Pipeline

The pipeline provides the main interface for the API and runs all input and output validation, alignment and connectivity, and reporting processes to produce the merged ontology.

Run

Run from command line:

$ onto_merger --f PROJECT_FOLDER

Run as Python code:

from onto_merger.pipeline import Pipeline

# initialise the pipeline
pipeline = Pipeline(project_folder_path="../path/to/project")

# run the process
pipeline.run_alignment_and_connection_process()

Steps

The main pipeline steps are the following:

  1. Config validation: the alignment configuration JSON schema is
    validated. If the schema is invalid the process will stop. Any errors are
    displayed on the console and can also be found in the log file
    (PROJECT_FOLDER/output/report/log/onto-merger.logger).
  2. Input data loading and validation: input tables are loaded and
    preprocessed for profiling and validation. Tables are profiled
    (PROJECT_FOLDER/output/report/data_profile_reports/nodes.html
    etc), and data tested. Errors are displayed on the console and can be
    viewed in detail in the data test documentation
    (PROJECT_FOLDER/output/report/data_docs/index.html).
  3. Alignment process: the Alignment process is run and the merges
    are produced; these merges may contain non canonical IDs
    (PROJECT_FOLDER/output/intermediate/merges_temp.csv).
  4. Merge aggregation: the merges are aggregated so each merge contains
    the canonical node ID for each cluster
    (PROJECT_FOLDER/output/intermediate/merges.csv).
  5. Connectivity process: the :doc:connectivity` process is run and the
    single merged hierarchy is produced using the seed ontology hierarchy and
    the other available hierarchies.
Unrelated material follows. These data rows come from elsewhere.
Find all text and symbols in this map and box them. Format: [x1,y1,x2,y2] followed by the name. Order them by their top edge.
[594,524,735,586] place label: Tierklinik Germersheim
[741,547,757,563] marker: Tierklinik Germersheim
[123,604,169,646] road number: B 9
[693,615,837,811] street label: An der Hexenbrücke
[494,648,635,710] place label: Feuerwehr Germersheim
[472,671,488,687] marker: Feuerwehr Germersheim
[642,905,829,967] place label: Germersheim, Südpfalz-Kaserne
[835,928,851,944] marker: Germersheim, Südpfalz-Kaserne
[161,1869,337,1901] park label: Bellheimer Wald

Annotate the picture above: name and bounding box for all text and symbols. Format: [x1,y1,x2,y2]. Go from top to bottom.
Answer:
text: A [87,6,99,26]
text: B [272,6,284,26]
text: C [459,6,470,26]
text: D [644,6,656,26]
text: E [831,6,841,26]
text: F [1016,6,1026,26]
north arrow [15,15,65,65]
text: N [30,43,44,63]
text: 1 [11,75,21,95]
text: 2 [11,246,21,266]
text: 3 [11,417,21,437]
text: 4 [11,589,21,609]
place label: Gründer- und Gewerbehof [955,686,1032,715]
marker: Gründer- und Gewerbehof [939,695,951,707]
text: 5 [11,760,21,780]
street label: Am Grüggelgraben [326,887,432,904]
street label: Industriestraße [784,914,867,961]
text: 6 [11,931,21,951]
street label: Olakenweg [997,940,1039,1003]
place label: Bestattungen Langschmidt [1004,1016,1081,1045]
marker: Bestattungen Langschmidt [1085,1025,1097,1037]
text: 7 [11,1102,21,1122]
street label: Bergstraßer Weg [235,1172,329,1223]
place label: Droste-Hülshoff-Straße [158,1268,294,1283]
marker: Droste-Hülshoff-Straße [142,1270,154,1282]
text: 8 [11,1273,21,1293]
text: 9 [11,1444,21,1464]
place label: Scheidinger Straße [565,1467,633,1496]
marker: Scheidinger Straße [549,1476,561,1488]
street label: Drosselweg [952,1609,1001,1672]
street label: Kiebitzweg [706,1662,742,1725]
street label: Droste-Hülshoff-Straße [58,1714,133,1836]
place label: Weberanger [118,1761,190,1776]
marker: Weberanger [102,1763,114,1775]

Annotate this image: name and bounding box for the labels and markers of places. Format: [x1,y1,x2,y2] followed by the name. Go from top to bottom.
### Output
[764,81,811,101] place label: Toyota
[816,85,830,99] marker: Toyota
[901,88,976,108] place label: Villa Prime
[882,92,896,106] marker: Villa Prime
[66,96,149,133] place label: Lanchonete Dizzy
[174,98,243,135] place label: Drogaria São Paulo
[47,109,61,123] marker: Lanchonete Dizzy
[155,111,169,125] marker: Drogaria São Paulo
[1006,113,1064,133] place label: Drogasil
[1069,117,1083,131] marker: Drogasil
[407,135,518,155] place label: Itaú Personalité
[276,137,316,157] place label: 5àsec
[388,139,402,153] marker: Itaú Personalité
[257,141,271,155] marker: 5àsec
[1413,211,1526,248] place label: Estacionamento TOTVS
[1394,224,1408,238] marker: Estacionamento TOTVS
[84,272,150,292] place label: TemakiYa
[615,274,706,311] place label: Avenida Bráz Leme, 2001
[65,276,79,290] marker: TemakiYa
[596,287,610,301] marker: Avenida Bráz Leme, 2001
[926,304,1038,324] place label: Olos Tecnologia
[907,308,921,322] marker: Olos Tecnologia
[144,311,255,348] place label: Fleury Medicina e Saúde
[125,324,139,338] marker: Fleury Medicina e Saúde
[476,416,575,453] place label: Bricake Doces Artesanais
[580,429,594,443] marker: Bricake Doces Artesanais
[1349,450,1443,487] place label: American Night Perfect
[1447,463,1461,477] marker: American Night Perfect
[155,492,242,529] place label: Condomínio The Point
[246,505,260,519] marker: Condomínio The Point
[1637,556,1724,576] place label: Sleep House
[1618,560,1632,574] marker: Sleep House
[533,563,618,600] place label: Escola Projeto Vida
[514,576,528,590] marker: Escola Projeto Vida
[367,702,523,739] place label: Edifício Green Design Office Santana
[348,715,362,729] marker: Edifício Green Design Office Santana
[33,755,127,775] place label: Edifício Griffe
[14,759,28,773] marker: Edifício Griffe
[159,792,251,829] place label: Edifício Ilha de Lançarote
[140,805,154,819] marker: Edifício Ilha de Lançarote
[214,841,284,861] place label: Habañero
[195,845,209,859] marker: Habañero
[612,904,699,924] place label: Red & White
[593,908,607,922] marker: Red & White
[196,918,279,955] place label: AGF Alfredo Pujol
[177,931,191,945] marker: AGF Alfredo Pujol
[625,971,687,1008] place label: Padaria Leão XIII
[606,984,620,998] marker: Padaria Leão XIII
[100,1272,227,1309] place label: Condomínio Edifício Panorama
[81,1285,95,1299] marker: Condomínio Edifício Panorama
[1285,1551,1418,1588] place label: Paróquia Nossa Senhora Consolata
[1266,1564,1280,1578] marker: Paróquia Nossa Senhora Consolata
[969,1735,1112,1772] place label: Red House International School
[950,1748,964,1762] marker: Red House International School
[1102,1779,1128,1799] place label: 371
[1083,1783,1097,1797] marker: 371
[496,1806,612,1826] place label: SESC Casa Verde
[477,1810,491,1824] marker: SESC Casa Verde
This contains the seed ontology and the
    unmapped nodes.
  6. Output finalisation: the final merged ontology tables are produced
    (PROJECT_FOLDER/output/domain_ont analysis (e.g. unmapped, dangling
    nodes in PROJECT_FOLDER/output/intermediate/...).
  7. Output validation and profiling: all output tables (intermediate as
    well as final) are profiled for analysis, and the output tables are
    data tested.
  8. Alignment analysis report is produced, providing summary and detail
    of the various steps.